Childhood friend: Reem El Debri has visited Hannibal in prison
Childhood friend: Reem El Debri has visited Hannibal in prison

She continued: “All this is happening because he was kidnapped by an armed group and tortured. And then the state put him in prison. He wants to point out that he is being accused of something [the disappearance of Imam Sadr] which took place when he was just two years old. How can he be held responsible? He was in the naval forces of Libya, not in its security services. We would really like international organisations to investigate what is going on.”

One of the latest messages from Hannibal Gaddafi’s Twitter account struck a note of despondency: “Hannibal Gaddafi completed four years in detention. The arrest of the son of the Libyan leader did not bring any new information about the fate of Musa al-Sadr and his two companions and there seems to be no hope in the horizon.”
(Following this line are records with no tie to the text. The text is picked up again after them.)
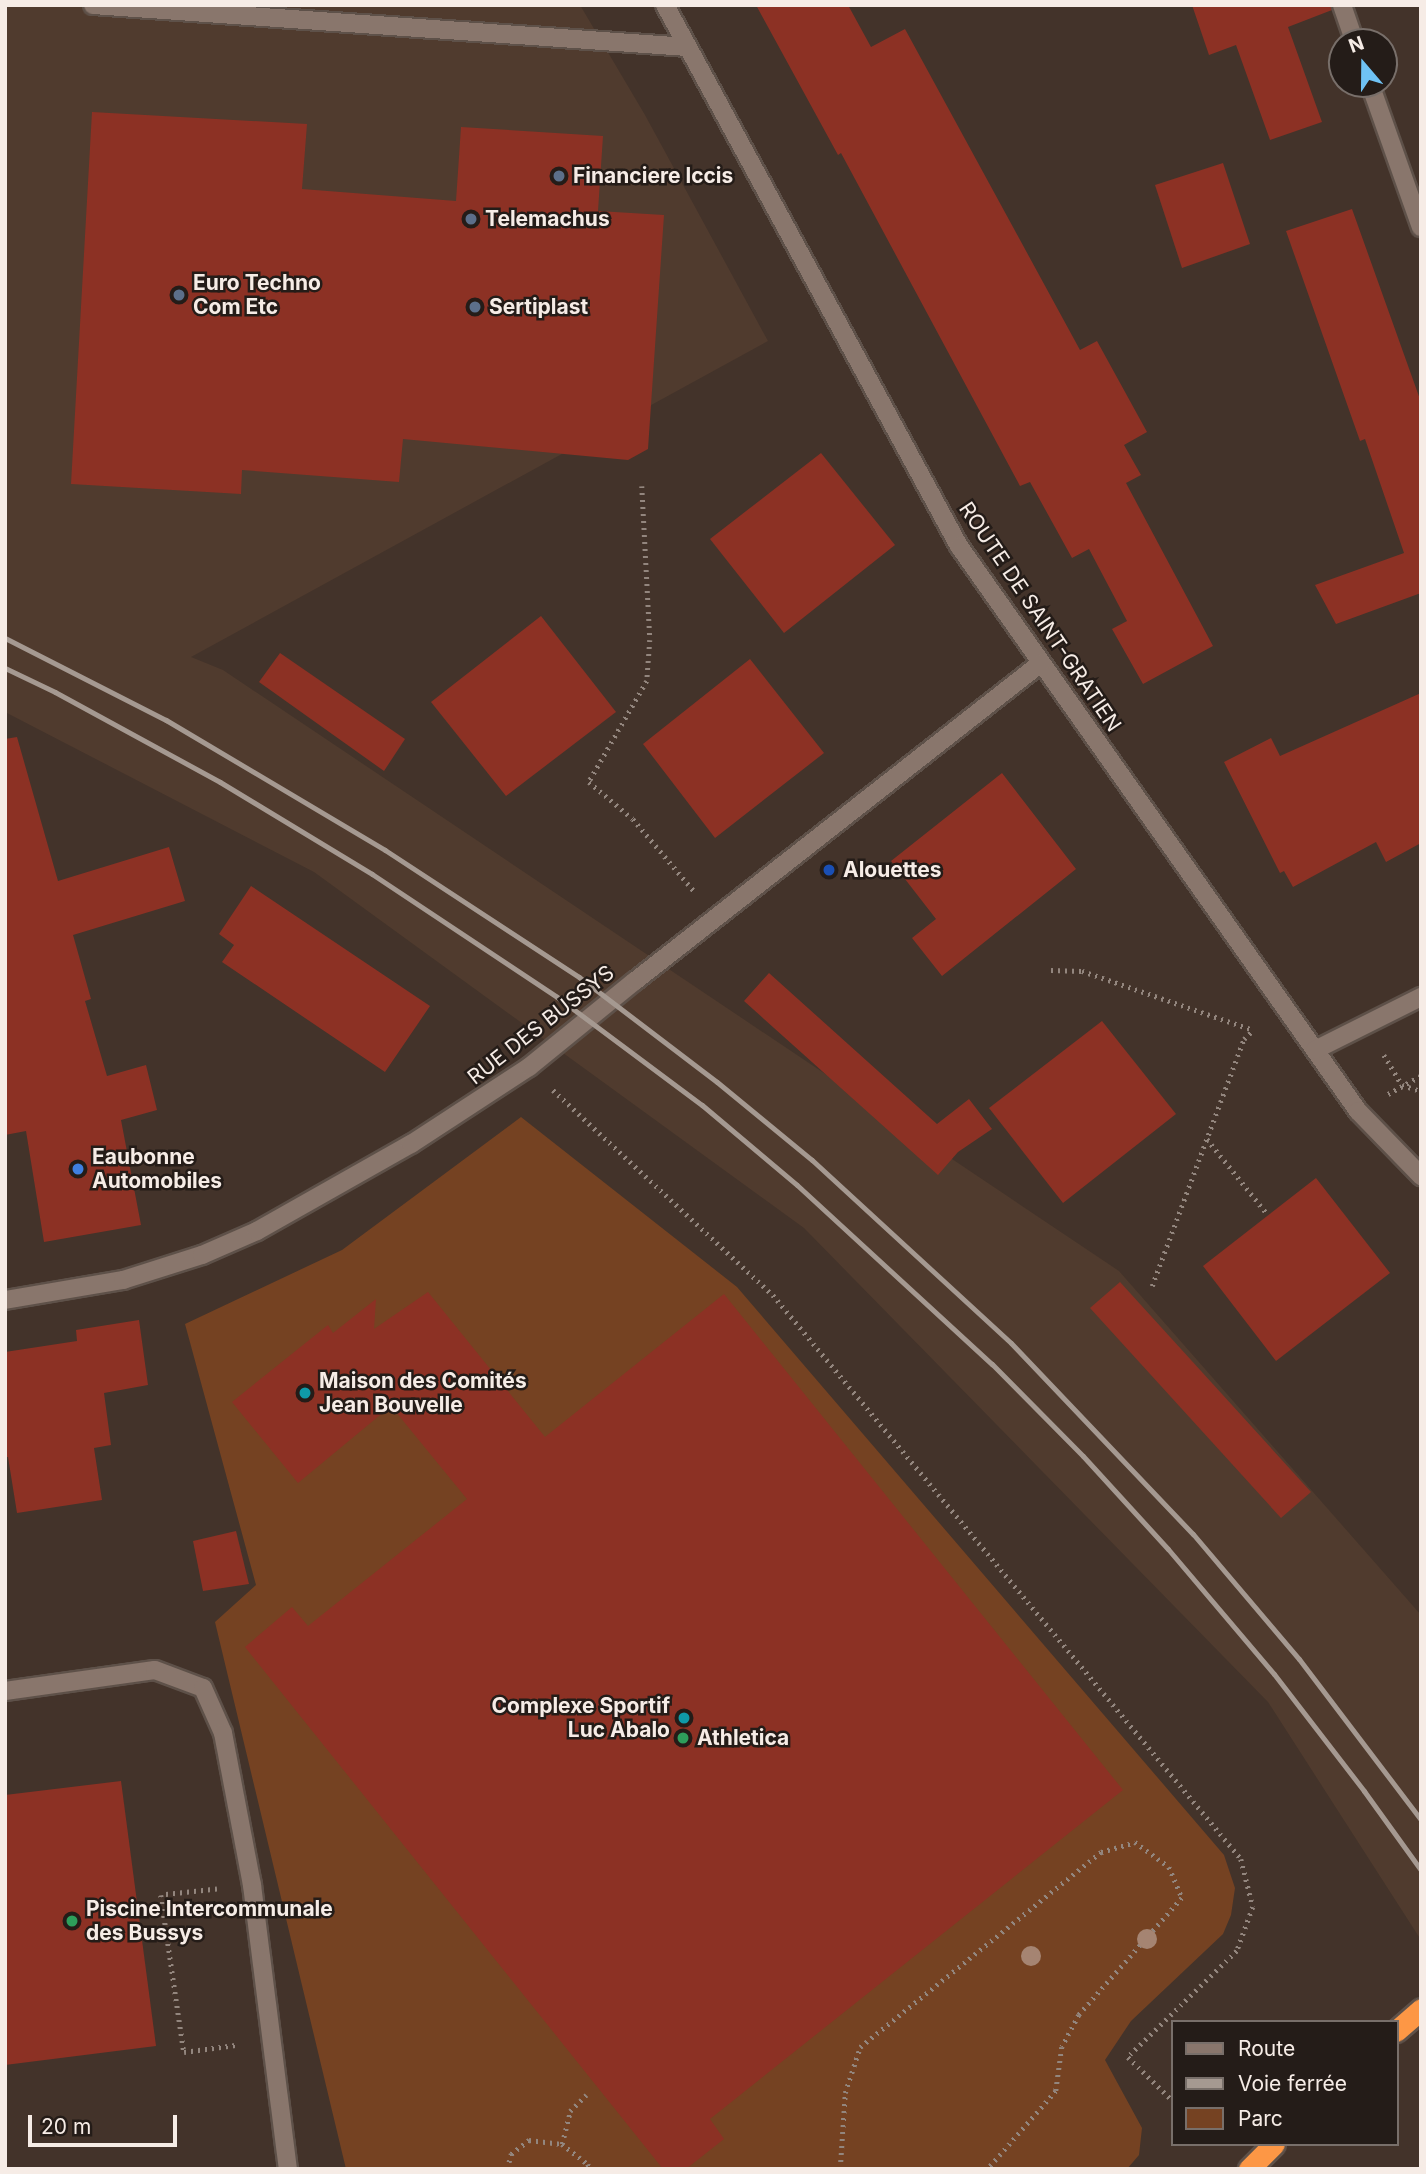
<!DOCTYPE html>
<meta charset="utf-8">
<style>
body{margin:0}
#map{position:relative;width:1426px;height:2174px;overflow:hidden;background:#43332a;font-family:Inter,sans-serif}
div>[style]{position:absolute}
.built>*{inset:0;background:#503b2e}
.green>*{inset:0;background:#754222}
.building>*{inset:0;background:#8c3124}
.path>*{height:4.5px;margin-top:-2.25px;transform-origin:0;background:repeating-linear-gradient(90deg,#93867e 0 2px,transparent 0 7px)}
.roads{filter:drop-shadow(2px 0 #5e5149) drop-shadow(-2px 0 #5e5149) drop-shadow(0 2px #5e5149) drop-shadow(0 -2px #5e5149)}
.minor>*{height:18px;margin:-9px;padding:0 9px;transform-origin:9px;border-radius:9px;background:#89766c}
.highway>*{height:21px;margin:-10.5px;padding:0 10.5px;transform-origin:10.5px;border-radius:10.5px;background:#fd9745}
.rail>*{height:5px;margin:-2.5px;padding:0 2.5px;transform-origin:2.5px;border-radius:2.5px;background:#a59991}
.trees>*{width:20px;height:20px;margin:-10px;border-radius:50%;background:#a58472}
.dots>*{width:19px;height:19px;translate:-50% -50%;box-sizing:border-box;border:4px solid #241c18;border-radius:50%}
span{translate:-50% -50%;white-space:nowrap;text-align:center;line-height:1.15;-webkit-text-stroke:5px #241c18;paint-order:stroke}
.poi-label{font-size:21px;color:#f6ece6;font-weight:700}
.left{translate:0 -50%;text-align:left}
.right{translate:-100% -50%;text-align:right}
.street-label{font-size:21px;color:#f6ece6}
.frame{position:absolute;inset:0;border:7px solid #f6ece6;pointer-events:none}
.legend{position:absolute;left:1171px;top:2020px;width:228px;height:126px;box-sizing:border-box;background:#241c18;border:2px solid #786f6a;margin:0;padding:9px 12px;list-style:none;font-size:21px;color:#f6ece6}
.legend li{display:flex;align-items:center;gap:14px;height:35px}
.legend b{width:35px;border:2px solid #786f6a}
.north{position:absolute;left:1328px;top:28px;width:70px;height:70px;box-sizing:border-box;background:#241c18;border:2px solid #786f6a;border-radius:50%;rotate:340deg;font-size:19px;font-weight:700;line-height:28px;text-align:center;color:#f6ece6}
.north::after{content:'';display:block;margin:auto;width:24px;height:32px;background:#6fc2f4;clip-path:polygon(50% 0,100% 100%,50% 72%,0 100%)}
.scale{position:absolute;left:28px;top:2115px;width:149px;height:32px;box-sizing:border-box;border:4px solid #f6ece6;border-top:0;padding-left:9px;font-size:21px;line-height:24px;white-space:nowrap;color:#f6ece6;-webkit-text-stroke:5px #241c18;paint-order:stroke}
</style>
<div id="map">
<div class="built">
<i style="clip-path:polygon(5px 5px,580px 5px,645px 115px,768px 341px,191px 657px,223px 670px,1119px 1271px,1421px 1615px,1421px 1940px,1268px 1702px,804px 1228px,314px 872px,5px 712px)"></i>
</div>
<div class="green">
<i style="clip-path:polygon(521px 1117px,737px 1287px,1224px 1855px,1235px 1888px,1231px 1915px,1223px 1934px,1131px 2021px,1105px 2060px,1142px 2128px,1139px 2155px,1127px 2169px,346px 2169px,215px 1622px,256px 1585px,185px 1324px,342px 1250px)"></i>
</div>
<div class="building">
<i style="clip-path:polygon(756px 5px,848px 5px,871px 47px,905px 29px,1080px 350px,1097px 341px,1147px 432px,1124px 445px,1141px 475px,1126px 483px,1213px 646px,1143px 684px,1112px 629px,1127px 621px,1089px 549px,1072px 558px,1030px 482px,1020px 486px,841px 153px,838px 155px)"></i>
<i style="clip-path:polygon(1192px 5px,1331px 5px,1332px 10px,1288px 27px,1322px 122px,1270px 140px,1236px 45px,1209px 55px)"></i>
<i style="clip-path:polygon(92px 112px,307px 124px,302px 189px,456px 201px,461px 127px,603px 136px,598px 211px,664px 215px,648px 449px,628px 460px,403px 439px,399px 482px,242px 470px,241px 494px,71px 484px)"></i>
<i style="clip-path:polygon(1223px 163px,1250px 244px,1182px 268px,1155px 185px)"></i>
<i style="clip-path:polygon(1352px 209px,1421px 402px,1421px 593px,1336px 624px,1315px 585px,1404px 553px,1365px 439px,1360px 441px,1286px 231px)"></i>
<i style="clip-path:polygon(821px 453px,895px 545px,784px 633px,710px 539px)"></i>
<i style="clip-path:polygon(541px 616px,616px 712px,506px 796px,431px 702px)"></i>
<i style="clip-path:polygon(280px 653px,405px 739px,384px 771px,259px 682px)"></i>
<i style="clip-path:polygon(750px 659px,824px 753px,715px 838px,643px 744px)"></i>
<i style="clip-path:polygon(1421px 693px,1421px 843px,1386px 862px,1376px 842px,1293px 887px,1284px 871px,1280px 873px,1224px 762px,1271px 738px,1280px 756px)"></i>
<i style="clip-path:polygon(17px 737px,58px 881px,169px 847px,185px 901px,73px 935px,91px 999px,85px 1001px,107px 1076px,146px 1065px,157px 1110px,121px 1120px,141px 1225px,44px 1242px,26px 1131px,5px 1135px,5px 739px)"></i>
<i style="clip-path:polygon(1002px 773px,1076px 869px,942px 976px,912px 938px,936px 919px,891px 861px)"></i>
<i style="clip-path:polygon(251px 886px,430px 1006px,385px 1072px,222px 962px,234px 945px,219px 934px)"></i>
<i style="clip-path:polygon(769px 973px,937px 1124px,969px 1099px,992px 1129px,958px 1152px,938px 1175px,744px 1001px)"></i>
<i style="clip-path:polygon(1102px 1021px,1176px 1114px,1063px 1203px,989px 1108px)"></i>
<i style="clip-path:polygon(1316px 1178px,1390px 1273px,1276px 1361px,1203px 1266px)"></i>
<i style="clip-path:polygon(1120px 1282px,1311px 1492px,1281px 1518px,1090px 1308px)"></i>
<i style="clip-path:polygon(428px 1292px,545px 1437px,724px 1294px,1123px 1790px,710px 2119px,724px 2139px,686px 2169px,663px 2169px,245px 1647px,292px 1607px,308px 1626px,467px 1499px,391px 1406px,298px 1483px,232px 1402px,328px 1325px,333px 1333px,376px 1299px,374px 1329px)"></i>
<i style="clip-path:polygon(139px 1320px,148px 1385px,104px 1393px,111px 1445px,94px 1448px,102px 1500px,17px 1513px,8px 1457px,5px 1457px,5px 1352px,77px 1341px,76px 1330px)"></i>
<i style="clip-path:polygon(236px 1531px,249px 1584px,203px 1591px,193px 1541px)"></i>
<i style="clip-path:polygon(121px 1781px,156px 2046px,5px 2065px,5px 1795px)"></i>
</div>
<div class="path">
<i style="left:642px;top:486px;width:154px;rotate:87deg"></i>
<i style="left:650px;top:640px;width:41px;rotate:94.2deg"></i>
<i style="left:647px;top:681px;width:116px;rotate:119.9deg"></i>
<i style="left:589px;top:782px;width:57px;rotate:40.1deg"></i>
<i style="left:633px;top:819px;width:94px;rotate:49.7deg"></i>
<i style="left:1051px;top:970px;width:31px;rotate:2deg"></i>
<i style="left:1082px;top:971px;width:181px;rotate:19deg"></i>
<i style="left:1384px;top:1055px;width:35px;rotate:59deg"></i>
<i style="left:1402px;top:1085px;width:20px;rotate:18deg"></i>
<i style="left:553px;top:1090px;width:301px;rotate:43deg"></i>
<i style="left:773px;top:1295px;width:733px;rotate:50.31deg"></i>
<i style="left:1241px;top:1859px;width:49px;rotate:76deg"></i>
<i style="left:1253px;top:1907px;width:47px;rotate:110deg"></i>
<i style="left:1237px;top:1951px;width:152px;rotate:135.8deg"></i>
<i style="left:1128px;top:2057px;width:62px;rotate:44.3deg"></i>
<i style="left:1388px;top:1094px;width:38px;rotate:-29deg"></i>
<i style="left:1207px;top:1139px;width:97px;rotate:51.2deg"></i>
<i style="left:1152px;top:1286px;width:264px;rotate:-69.6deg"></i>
<i style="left:1244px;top:1039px;width:11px;rotate:-45deg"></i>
<i style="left:217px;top:1889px;width:56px;rotate:173.9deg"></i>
<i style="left:161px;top:1895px;width:159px;rotate:81.7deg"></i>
<i style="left:184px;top:2052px;width:52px;rotate:-7.7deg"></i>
<i style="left:562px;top:2144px;width:34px;rotate:-76deg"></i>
<i style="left:570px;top:2111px;width:23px;rotate:-45deg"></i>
<i style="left:507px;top:2169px;width:16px;rotate:-75deg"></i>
<i style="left:511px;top:2154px;width:23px;rotate:-38deg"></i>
<i style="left:529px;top:2140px;width:33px;rotate:7deg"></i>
<i style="left:562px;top:2144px;width:33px;rotate:38deg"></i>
<i style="left:588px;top:2164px;width:5px;rotate:68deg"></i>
<i style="left:840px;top:2169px;width:76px;rotate:-86.2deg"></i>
<i style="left:845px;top:2093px;width:48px;rotate:-71.9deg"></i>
<i style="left:860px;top:2047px;width:310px;rotate:-39deg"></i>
<i style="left:1101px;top:1852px;width:35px;rotate:-16deg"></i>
<i style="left:1135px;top:1842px;width:42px;rotate:36.3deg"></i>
<i style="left:1169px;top:1867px;width:34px;rotate:67deg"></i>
<i style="left:1182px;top:1898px;width:156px;rotate:131.4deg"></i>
<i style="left:1079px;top:2015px;width:36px;rotate:118deg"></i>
<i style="left:1062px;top:2047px;width:44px;rotate:97.8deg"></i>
<i style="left:1056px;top:2091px;width:103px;rotate:131.1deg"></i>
</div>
<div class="roads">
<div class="minor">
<i style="left:93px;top:5px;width:595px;rotate:4.04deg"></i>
<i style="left:665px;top:5px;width:616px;rotate:61.48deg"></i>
<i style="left:959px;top:546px;width:692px;rotate:54.77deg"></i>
<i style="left:1358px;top:1111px;width:91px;rotate:45.9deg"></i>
<i style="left:1342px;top:5px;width:39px;rotate:71deg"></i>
<i style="left:1370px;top:84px;width:152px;rotate:70.4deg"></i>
<i style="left:1315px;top:1050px;width:119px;rotate:-26.6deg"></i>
<i style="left:5px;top:1300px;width:120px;rotate:-9.6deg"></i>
<i style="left:123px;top:1280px;width:83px;rotate:-17.6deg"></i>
<i style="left:202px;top:1255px;width:60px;rotate:-23.6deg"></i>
<i style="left:257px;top:1231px;width:177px;rotate:-29.5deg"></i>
<i style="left:411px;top:1144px;width:141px;rotate:-33.1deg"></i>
<i style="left:529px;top:1067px;width:136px;rotate:-39.1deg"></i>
<i style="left:635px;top:981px;width:516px;rotate:-38.07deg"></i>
<i style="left:5px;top:1691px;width:151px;rotate:-8deg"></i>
<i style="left:155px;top:1670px;width:51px;rotate:20.6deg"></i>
<i style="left:203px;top:1688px;width:49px;rotate:66deg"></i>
<i style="left:223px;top:1733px;width:155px;rotate:79.2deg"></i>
<i style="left:252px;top:1885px;width:286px;rotate:82.8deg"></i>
</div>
<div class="highway">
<i style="left:1396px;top:2031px;width:33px;rotate:-41deg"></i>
<i style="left:1249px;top:2169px;width:35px;rotate:-45deg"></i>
</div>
</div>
<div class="rail">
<i style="left:5px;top:638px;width:181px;rotate:27deg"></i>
<i style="left:166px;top:720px;width:255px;rotate:30.7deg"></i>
<i style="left:385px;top:850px;width:232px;rotate:33.2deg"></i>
<i style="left:579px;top:977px;width:173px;rotate:37.3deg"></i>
<i style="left:717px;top:1082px;width:123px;rotate:39.4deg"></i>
<i style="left:812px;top:1160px;width:270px;rotate:42.6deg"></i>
<i style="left:1011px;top:1343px;width:264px;rotate:46.4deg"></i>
<i style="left:1193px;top:1534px;width:164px;rotate:49.7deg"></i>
<i style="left:1299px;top:1659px;width:202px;rotate:52.8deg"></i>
<i style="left:5px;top:668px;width:55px;rotate:25.6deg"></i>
<i style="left:55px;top:692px;width:188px;rotate:28.6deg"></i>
<i style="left:220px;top:782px;width:178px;rotate:31.2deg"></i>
<i style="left:372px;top:874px;width:222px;rotate:33.6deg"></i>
<i style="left:557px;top:997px;width:181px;rotate:36.7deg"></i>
<i style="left:702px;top:1105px;width:124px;rotate:40.1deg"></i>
<i style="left:797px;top:1185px;width:265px;rotate:42.6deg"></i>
<i style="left:992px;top:1364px;width:129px;rotate:45.3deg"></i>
<i style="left:1083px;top:1456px;width:126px;rotate:47.6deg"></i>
<i style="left:1168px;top:1549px;width:164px;rotate:49.7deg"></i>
<i style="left:1274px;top:1674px;width:148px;rotate:52.4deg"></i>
<i style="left:1364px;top:1791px;width:97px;rotate:54.2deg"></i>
</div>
<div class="trees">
<i style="left:1147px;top:1939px"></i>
<i style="left:1031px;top:1956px"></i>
</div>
<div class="dots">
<i style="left:559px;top:176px;background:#5c6f8a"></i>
<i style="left:471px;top:219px;background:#5c6f8a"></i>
<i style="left:179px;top:295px;background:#5c6f8a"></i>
<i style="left:475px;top:307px;background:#5c6f8a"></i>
<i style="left:829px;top:870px;background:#1a4fb4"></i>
<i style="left:78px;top:1169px;background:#3f7fe0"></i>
<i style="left:305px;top:1393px;background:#0f9aa8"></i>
<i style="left:684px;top:1718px;background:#0f9aa8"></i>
<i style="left:683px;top:1738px;background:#2e9e5b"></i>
<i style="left:72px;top:1921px;background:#2e9e5b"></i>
</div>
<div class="poi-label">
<span class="left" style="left:573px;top:176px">Financiere lccis</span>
<span class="left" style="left:485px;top:219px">Telemachus</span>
<span class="left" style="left:193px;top:295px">Euro Techno<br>Com Etc</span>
<span class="left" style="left:489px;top:307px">Sertiplast</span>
<span class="left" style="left:843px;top:870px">Alouettes</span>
<span class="left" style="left:92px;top:1169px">Eaubonne<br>Automobiles</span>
<span class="left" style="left:319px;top:1393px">Maison des Comités<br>Jean Bouvelle</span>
<span class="right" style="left:670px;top:1718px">Complexe Sportif<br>Luc Abalo</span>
<span class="left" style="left:697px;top:1738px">Athletica</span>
<span class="left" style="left:86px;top:1921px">Piscine Intercommunale<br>des Bussys</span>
</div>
<div class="street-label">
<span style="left:1040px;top:617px;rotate:56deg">ROUTE DE SAINT-GRATIEN</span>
<span style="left:541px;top:1025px;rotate:-38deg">RUE DES BUSSYS</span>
</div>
<div class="frame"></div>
<ul class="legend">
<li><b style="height:9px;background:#89766c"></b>Route</li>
<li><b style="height:9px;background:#a59991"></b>Voie ferrée</li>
<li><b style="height:19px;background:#754222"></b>Parc</li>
</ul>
<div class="north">N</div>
<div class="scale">20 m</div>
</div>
But there may well be. Syria has increased pressure for his return and now Vladimir Putin, whose backing had ensured Bashar al-Assad’s survival in his country’s conflict, is reported to be prepared to give him refuge. Moscow is now a major player in the Middle East with far more influence in both Sunni and Shia states than it has had for decades. “Hannibal is aware of the kind offer from Russia,” said Reem El Debri, “and we are very grateful.” Tehran, another Syrian ally, has not publicly expressed its views on his guilt or otherwise.

Saif al-Islam Gaddafi is also said to be working to secure his brother’s release through intermediaries. With the future of Libya uncertain, and new alliances being formed, the house of Gaddafi may yet play a part in shaping the country’s future.